I am impressed because, although I supported internationalist developments
within the old institutions, I never deeply expected the 100-year-old
unions of Europe and North America to accept arguments that sprang out
of a profound critique of these organisations! I don't yet know whether
I should feel gratified, incorporated or ripped off by the AFL-CIO's adoption
of the new internationalism. I am, however, quite pleased to be in this
state of confusion.
Who were, or are, `we'. Well, at random, let me mention some of us:
Jeremy Brecher and Tim Costello (authors of Global Village or Global
Pillage) and the periodical Labor Notes in the US, the Transnationals
Information Exchange in Amsterdam, the now-deceased International Labour
Reports in the UK, my own, equally-deceased, Newsletter of International
Labour Studies in The Hague, the on-going South African Labour Bulletin
in Johannesburg and the Asia Monitor Resource Centre in Hongkong. All these,
and numerous past and present groups and individuals, were active in the
1970s-80s, arguing for a new kind of labour internationalism. In the 1990s
we were joined by worker support groups in countries like Russia, India
and Australia. Most of these additionally favoured worker-community alliances,
as well as intimate cooperation between the old labour and new social movements.
In 1995-8 many of our ideas on a shopfloor internationalism - and for
the use of the new electronic media to advance such - found dramatic expression
in international solidarity with the Liverpool dockworkers in the UK. It
is only in the last year or two that we have heard such sounds from the
more-advanced national or international unions in Europe, Canada and the
US. And, in the meantime, we have to remember that the Liverpool dockers'
campaign was organised because of the failure of their national and international
unions to support them, and despite the hostility of these to what one
of them once called `strike tourism'. If these waterside internationalists
had had the support of the new internationalism you claim to represent,
would they have not won rather than lost their heroic strike?

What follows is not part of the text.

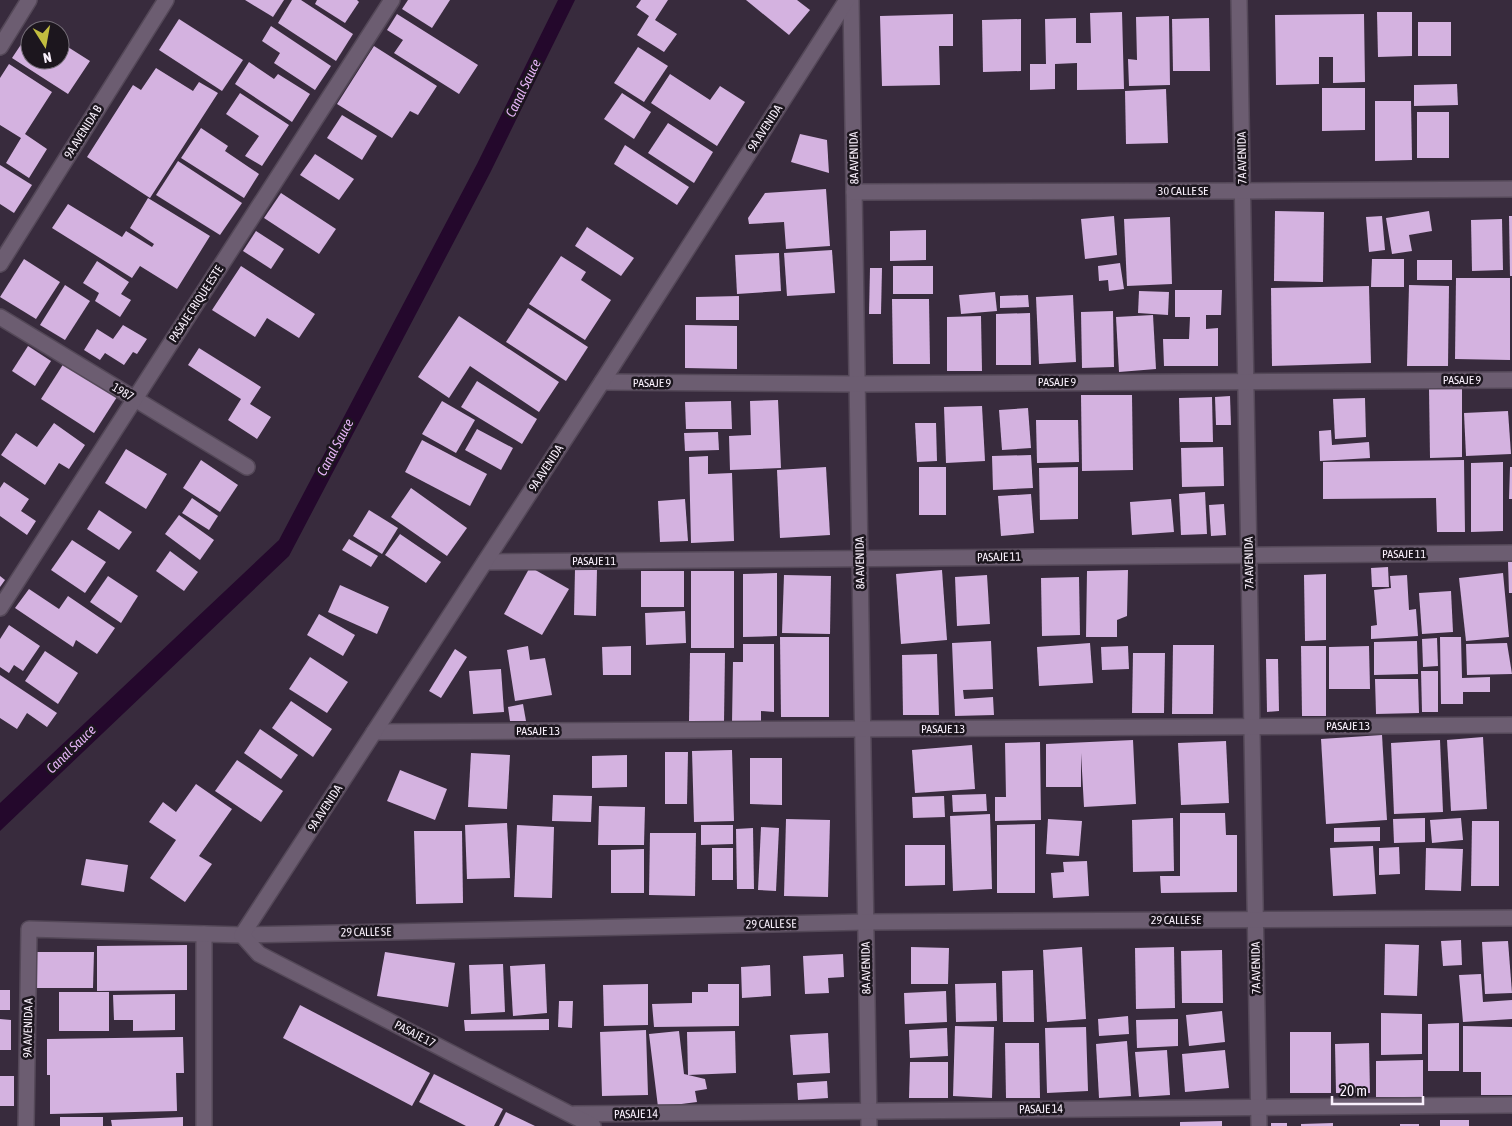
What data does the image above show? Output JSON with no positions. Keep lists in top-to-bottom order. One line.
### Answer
{"streets":{"street":["9A AVENIDA","9A AVENIDA B","8A AVENIDA","7A AVENIDA","30 CALLE SE","PASAJE CRIQUE ESTE","PASAJE 9","1987","PASAJE 11","PASAJE 13","29 CALLE SE","9A AVENIDA A","PASAJE 17","PASAJE 14"]},"crossings":[["9A AVENIDA","8A AVENIDA"],["9A AVENIDA","PASAJE 9"],["9A AVENIDA","PASAJE 11"],["9A AVENIDA","PASAJE 13"],["9A AVENIDA","29 CALLE SE"],["9A AVENIDA","PASAJE 17"],["8A AVENIDA","30 CALLE SE"],["8A AVENIDA","PASAJE 9"],["8A AVENIDA","PASAJE 11"],["8A AVENIDA","PASAJE 13"],["8A AVENIDA","29 CALLE SE"],["8A AVENIDA","PASAJE 14"],["7A AVENIDA","30 CALLE SE"],["7A AVENIDA","PASAJE 9"],["7A AVENIDA","PASAJE 11"],["7A AVENIDA","PASAJE 13"],["7A AVENIDA","29 CALLE SE"],["7A AVENIDA","PASAJE 14"],["PASAJE CRIQUE ESTE","1987"],["29 CALLE SE","9A AVENIDA A"],["29 CALLE SE","PASAJE 17"],["PASAJE 17","PASAJE 14"]],"water":["Canal Sauce"],"scale_bar":"20 m","north":"bottom"}
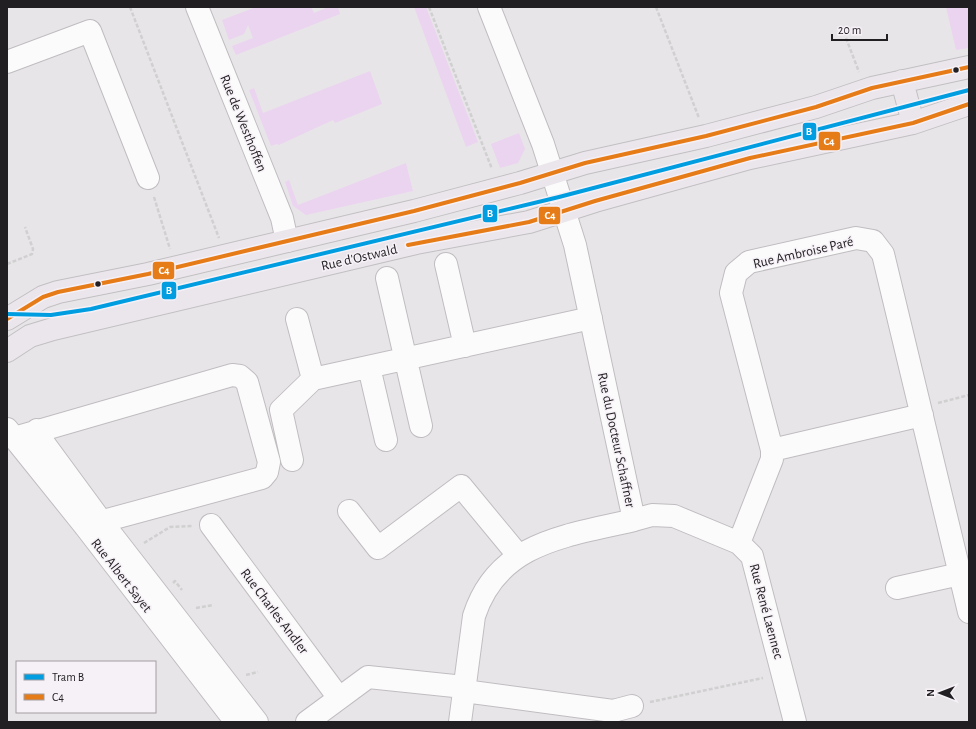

Many of `us', incidentally, were or are in the church, socialist and
solidarity NGOs the AFL-CIO is now talking about collaboration with. It
is not clear to me, however, whether you are using this term as a synonym
for `social movements' (peace, environment, human rights, women, etc).
The distinction has to be made because the term `NGO' is often used by
unions in a disparaging or belittling way. The fact is that even such NGOs
as I have mentioned above were internationalist and movement-oriented,
at a time when the AFL-CIO and other such national and international unions
concentrated their international activities on the lobbying, conference-attending,
declaration-issuing, confidential or clandestine activity of a handful
of officers.
It would be gratifying if the activist pioneers were to be given some
recognition for years of un- or underpaid solidarity work, customarily
ignored and often condemned by the institutionalised national and international
labour organisations. It would be extremely valuable if you were to give
public recognition to cases like Liverpool, in which workers themselves
have pioneered a new kind of internationalism which - as you recognise
- should be both for and by workers themselves.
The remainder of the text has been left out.